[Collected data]
'''
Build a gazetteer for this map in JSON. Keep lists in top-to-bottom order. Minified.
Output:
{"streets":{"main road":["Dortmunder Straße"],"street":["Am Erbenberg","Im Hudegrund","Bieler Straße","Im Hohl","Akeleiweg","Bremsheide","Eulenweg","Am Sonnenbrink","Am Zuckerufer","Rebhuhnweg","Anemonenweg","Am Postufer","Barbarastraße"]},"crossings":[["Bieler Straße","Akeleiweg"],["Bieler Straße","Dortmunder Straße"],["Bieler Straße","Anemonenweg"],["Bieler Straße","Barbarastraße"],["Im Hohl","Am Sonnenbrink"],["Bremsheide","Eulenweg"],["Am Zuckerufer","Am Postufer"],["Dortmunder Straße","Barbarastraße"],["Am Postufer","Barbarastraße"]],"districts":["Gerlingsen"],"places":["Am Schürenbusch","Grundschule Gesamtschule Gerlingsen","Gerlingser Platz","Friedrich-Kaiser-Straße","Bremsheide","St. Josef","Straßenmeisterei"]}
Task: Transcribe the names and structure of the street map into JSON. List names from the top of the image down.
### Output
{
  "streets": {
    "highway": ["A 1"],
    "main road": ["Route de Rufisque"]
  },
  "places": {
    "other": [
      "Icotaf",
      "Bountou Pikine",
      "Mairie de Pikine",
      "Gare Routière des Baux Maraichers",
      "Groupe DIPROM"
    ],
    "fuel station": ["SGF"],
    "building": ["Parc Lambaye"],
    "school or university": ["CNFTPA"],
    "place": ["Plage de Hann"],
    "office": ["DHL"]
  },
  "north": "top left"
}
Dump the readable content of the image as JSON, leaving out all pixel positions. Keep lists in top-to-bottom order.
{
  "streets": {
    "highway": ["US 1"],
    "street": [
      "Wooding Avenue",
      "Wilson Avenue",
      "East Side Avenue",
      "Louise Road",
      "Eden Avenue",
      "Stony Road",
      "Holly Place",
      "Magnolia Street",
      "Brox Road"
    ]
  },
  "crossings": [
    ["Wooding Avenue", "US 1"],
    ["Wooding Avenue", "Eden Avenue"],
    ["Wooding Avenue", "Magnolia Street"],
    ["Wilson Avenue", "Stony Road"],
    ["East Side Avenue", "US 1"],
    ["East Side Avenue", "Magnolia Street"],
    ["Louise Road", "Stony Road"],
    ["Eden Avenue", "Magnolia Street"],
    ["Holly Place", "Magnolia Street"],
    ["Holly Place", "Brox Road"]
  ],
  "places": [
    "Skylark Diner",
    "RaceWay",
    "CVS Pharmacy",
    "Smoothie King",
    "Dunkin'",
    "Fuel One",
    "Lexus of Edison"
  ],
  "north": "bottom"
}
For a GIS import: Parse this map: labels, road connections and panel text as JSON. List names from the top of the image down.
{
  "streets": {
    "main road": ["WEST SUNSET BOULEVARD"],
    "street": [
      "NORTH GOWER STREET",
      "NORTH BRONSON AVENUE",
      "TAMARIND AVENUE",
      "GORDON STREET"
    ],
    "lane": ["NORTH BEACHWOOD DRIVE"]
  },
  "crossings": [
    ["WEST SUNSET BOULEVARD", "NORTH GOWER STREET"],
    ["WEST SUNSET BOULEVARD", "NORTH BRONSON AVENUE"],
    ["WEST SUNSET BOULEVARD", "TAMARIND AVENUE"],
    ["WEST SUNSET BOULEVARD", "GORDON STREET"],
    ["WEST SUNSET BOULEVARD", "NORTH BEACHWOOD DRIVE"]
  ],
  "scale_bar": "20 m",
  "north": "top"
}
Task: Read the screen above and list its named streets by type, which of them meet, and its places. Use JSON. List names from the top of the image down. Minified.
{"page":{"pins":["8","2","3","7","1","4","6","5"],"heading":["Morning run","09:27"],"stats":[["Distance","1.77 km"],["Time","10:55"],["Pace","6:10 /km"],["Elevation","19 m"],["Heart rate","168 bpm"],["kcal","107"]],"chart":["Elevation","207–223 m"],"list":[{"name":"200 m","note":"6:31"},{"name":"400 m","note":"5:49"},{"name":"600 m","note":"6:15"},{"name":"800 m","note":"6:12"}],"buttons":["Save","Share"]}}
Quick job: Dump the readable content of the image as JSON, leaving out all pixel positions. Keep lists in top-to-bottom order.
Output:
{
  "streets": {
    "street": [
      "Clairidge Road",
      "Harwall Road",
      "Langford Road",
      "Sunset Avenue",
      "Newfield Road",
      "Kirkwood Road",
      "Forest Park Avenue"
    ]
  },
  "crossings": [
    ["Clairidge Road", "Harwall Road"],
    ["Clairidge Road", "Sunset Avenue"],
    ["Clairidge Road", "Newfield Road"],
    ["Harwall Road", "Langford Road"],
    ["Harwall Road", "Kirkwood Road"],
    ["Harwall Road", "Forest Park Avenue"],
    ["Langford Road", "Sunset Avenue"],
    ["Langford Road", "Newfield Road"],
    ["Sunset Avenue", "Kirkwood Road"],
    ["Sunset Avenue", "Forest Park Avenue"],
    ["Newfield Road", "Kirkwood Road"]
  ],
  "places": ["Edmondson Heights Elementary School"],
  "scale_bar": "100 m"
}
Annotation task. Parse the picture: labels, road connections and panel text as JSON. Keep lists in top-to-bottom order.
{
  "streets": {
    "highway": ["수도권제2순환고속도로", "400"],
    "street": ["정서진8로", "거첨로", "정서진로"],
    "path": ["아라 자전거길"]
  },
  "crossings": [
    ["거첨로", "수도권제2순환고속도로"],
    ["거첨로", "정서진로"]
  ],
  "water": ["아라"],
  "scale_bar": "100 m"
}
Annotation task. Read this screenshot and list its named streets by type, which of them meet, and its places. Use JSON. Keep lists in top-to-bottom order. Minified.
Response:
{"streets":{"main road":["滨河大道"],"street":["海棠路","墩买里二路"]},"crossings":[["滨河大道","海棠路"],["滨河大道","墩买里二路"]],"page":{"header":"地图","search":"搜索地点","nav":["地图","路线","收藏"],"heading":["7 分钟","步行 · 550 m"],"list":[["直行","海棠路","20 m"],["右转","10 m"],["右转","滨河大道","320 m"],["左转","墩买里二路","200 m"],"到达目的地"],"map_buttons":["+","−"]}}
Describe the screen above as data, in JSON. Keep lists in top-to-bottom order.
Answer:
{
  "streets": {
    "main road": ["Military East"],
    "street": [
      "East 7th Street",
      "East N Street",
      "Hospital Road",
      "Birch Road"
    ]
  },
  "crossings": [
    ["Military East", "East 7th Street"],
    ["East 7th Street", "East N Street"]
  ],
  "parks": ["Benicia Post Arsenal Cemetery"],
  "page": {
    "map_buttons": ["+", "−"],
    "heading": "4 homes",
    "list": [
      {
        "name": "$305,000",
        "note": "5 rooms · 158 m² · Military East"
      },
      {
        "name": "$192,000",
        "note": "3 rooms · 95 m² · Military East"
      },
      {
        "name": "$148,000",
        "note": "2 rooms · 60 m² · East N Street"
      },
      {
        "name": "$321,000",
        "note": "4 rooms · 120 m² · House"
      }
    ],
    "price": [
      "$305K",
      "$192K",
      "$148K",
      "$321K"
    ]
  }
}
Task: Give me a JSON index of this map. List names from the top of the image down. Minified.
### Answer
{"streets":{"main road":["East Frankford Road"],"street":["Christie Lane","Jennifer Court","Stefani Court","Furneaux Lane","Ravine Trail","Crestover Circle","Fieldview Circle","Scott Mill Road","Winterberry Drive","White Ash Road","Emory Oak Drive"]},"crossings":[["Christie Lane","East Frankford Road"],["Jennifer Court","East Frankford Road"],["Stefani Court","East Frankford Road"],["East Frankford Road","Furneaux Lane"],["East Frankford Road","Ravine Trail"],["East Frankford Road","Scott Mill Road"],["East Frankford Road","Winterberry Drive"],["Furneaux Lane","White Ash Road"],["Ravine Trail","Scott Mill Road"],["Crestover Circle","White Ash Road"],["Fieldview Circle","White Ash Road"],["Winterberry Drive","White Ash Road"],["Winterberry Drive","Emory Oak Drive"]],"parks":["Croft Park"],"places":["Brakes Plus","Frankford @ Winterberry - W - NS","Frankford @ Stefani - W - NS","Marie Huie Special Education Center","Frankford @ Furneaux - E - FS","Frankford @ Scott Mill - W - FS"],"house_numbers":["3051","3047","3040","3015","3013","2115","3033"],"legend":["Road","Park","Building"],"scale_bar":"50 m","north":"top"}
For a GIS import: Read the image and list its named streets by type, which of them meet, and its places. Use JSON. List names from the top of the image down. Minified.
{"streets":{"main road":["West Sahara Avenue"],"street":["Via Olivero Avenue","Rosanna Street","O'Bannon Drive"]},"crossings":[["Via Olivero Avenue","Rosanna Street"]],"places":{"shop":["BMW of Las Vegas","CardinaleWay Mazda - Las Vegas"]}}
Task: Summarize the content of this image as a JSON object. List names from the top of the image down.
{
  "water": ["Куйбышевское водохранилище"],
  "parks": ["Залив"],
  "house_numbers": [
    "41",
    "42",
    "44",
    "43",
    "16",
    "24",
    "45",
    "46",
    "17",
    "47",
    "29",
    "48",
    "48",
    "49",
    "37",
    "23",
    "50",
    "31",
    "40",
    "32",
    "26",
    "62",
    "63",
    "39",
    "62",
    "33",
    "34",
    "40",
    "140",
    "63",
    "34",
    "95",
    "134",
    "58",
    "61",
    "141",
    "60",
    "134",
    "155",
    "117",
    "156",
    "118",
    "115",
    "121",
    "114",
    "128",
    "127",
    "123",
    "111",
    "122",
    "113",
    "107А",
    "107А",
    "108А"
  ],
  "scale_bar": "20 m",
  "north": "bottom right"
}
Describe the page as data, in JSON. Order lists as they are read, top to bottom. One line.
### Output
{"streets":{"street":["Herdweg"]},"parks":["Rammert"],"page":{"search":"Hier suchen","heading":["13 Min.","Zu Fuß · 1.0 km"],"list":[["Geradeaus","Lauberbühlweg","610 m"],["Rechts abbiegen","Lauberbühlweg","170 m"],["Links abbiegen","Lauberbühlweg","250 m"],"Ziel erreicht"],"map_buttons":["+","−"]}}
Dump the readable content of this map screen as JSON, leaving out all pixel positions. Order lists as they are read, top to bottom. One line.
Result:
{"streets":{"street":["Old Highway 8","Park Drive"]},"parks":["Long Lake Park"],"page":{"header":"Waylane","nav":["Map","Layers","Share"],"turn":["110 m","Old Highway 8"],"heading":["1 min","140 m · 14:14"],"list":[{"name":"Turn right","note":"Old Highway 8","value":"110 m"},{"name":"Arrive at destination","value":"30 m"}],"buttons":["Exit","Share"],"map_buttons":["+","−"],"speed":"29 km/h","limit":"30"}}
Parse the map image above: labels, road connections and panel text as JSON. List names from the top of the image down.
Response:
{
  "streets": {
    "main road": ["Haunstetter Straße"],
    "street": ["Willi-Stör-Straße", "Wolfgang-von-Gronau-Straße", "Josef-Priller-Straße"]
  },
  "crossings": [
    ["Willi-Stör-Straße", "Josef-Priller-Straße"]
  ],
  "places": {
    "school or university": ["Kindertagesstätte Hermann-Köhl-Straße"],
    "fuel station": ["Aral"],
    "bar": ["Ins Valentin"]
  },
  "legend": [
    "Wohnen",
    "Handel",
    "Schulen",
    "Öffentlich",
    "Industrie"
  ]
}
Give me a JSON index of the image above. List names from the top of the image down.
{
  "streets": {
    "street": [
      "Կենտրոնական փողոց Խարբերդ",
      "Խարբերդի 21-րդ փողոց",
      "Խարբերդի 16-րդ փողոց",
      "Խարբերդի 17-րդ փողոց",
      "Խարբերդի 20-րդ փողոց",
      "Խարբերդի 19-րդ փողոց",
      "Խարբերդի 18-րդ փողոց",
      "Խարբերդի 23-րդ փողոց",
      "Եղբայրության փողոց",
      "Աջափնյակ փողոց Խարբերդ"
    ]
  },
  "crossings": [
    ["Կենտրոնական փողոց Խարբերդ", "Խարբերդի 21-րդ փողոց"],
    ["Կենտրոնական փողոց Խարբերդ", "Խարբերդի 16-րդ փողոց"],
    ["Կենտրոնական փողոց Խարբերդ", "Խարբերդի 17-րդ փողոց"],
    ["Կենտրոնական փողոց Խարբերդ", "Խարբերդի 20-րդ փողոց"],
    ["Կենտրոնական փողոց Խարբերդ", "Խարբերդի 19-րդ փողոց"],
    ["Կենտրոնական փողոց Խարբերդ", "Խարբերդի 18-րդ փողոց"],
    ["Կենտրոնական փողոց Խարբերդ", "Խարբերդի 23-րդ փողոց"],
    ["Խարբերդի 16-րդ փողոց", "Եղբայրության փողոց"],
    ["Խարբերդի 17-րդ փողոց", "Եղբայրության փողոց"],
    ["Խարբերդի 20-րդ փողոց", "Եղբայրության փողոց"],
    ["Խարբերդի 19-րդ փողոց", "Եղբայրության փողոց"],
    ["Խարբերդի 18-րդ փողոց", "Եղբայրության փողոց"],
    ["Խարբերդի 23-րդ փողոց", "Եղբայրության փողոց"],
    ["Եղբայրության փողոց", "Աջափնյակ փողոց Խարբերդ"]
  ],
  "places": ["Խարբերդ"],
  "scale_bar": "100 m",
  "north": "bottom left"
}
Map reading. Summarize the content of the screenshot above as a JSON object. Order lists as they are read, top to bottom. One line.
'''
» Exercise goal
Check the entries above for the word "they" and copy every line where it turns up.

» Task output
Describe the page as data, in JSON. Order lists as they are read, top to bottom. One line.
Dump the readable content of this map screen as JSON, leaving out all pixel positions. Order lists as they are read, top to bottom. One line.
Map reading. Summarize the content of the screenshot above as a JSON object. Order lists as they are read, top to bottom. One line.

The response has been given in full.